Last week Bob Campbell, a party activist, was criticized for suggesting that Israel was behind the ISIS terror organization.

Even Labour Party chief Jeremy Corbyn has come under fire for comments in which he called the Hezbollah and Hamas organizations his “friends."

Most recently a former mayor of Bradford and Labour member, Khadim Hussain, posted comments on Facebook decrying Holocaust education and alleging that Israel had armed ISIS.

In one of the offending posts, Hussain had complained that Holocaust education was biased, and “only tells you about Anne Frank and the six million Zionists that were killed by Hitler.”

Prime Minister David Cameron issued a strong rebuke, saying that Labour needed to “sort out” its growing problem with anti-Semitism.

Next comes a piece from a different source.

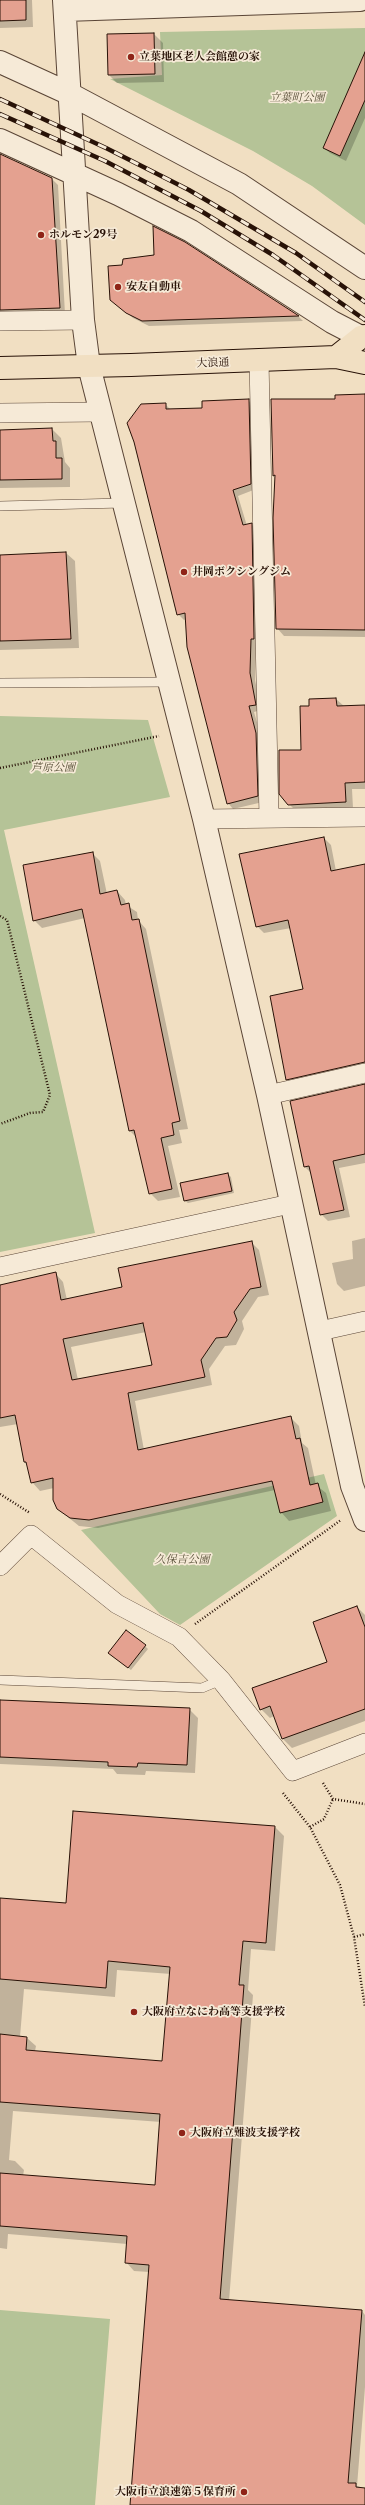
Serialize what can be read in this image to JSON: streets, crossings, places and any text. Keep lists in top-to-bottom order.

On Sunday Labour leader and Shadow Chancellor of the Exchequer John McDonnell told his fellow party members that the time had come to take the problem of anti-Semitism within Labour seriously.

“As soon as Jewish people start telling us there is anti-Semitism in our party, we’ve got to sit up and listen,” McDonnell said during an interview on BBC.

McDonnell, who also spoke out last week about the problem of anti-Semitism, called for members expressing anti-Semitic views to be ousted from the party.

“[I]f there are people who have expressed anti-Semitic views, there is no role for them in our party and I would like them out of our party for life.”

Decrying the readmission of Kirby into the party as “unacceptable," McDonnell acknowledged that criticism of Israel was at times used to provide cover for bigotry against Jews.

“You can be a critic of the Israeli state but you must not allow that in any way to be used by anti-Semites. You’ve got to root that out and we will.”

Chris Bryant, Shadow Leader of the House of Commons, also called for a concerted effort to weed out anti-Semitism from the party, which he referred to as a battle for the party’s soul.

“If Labour gives into anti-Semitism," he wrote, “it loses its soul.”